Then again just a few short weeks later I carefully took this photo while she was off looking for insects.





Even though they are as naked as a ...'bird'  they are still so sweet and lovely.  I fyou can identify them you will see that all six have hatched!  We did not linger long and I only got 3 quick photos to make sure at least one was in focus.

Thursday, May 19, 2011

Rainy Days and Mondays

When I was in my youth a long, long, long time ago...rainy days and Mondays always got me down...to borrow from a song of my generation.  One of the nicest things about getting older is that it takes a very unusual Monday or a very unusual rainy day to get me down.  Most any day is a gem for me.



This is my yard on rain.


Even if the day brings down a 50-year-old tulip poplar and compromises the bat house (which is home to wasps) it still is beautiful in its magnificence.




And just look at all the bronze coins its has unearthed!

Sunday, May 15, 2011

Thursday, May 12, 2011

Courage


These flowers always remind me of growing up in the Rocky Mountains where in the the spring they would bloom in the most amazingly harsh places and as long as there was moist soil, they prospered. They looked like prairie maidens bobbing in the spring breezes wearing bold colored bonnets.
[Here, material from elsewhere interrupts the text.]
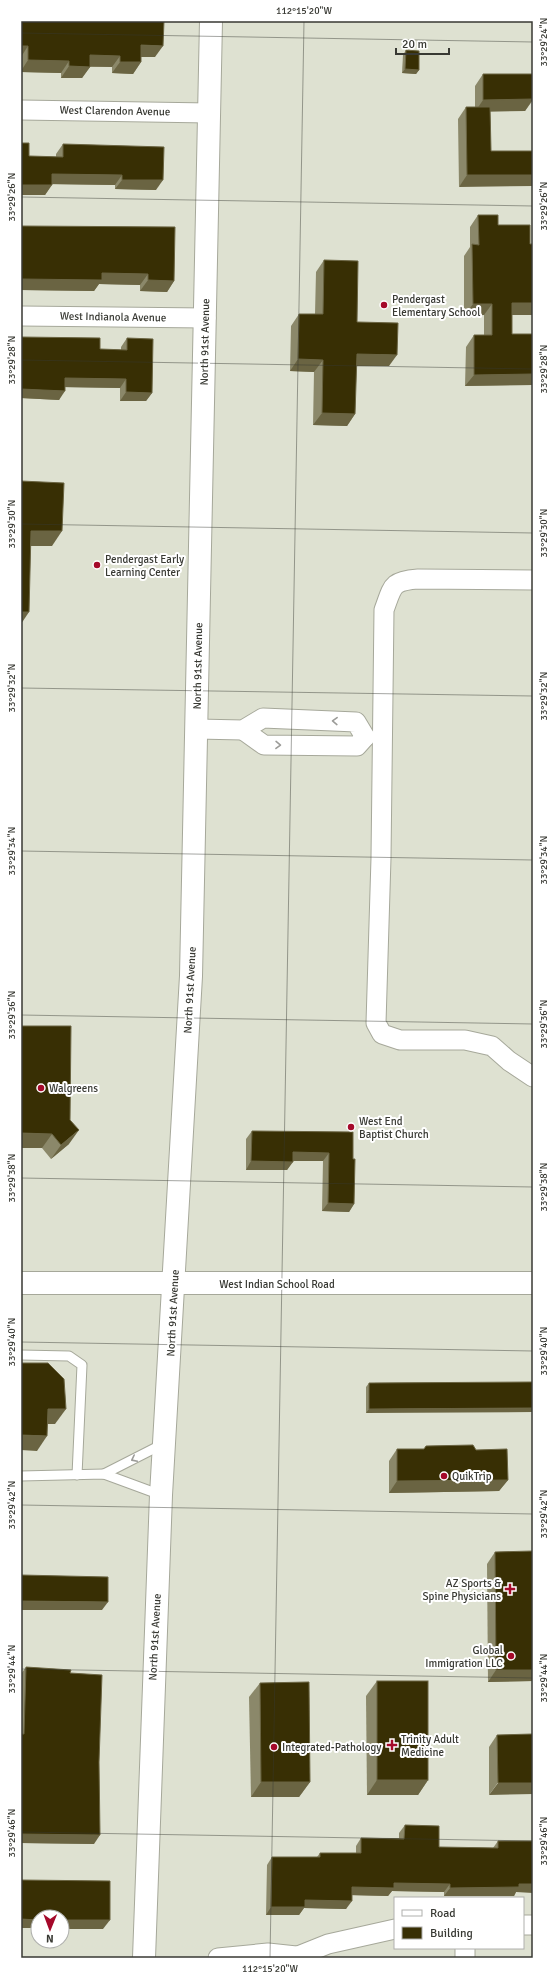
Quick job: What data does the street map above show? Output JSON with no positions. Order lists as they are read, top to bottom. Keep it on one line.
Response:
{"streets":{"main road":["North 91st Avenue","West Indian School Road"],"street":["West Clarendon Avenue","West Indianola Avenue"]},"crossings":[["West Clarendon Avenue","North 91st Avenue"],["West Indianola Avenue","North 91st Avenue"],["North 91st Avenue","West Indian School Road"]],"places":{"other":["Pendergast Elementary School","Pendergast Early Learning Center","Walgreens","West End Baptist Church","QuikTrip","Global Immigration LLC","Integrated-Pathology"],"health":["AZ Sports & Spine Physicians","Trinity Adult Medicine"]},"legend":["Road","Building"],"scale_bar":"20 m","north":"bottom","coordinates":["112°15'20\"W","33°29'24\"N","33°29'26\"N","33°29'28\"N","33°29'30\"N","33°29'32\"N","33°29'34\"N","33°29'36\"N","33°29'38\"N","33°29'40\"N","33°29'42\"N","33°29'44\"N","33°29'46\"N"]}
I planted several Aquilegia (Columbine) from seed last year and while they produced the rare flower and developed a small base of leaves, it was not until this second year that they seemed to come into their own.  The flower with its spurs at the back of the flower head are what make it interesting. Sometimes the spur curls and sometime it thrusts it pointy ends upward like swords.  The leaves are also a beautiful blue gray and carpet the flower bed almost like a maiden hair fern when the flowers are finished blooming.  If various colors are planted near each other they will cross-pollinate and produce some surprises!  They are hardy, reseed, and not difficult to grow and in my yard I just ignore the leaf miners that appear in summer and pretend the mosaic they create on the leaves is art.





Years ago Native Americans ate the flowers even though the seeds and roots are poisonous.  I will not deadhead this year and see if my flowers spread gently in their space.  There are over 70 species and I should give the names of the ones I planted...but I cannot remember!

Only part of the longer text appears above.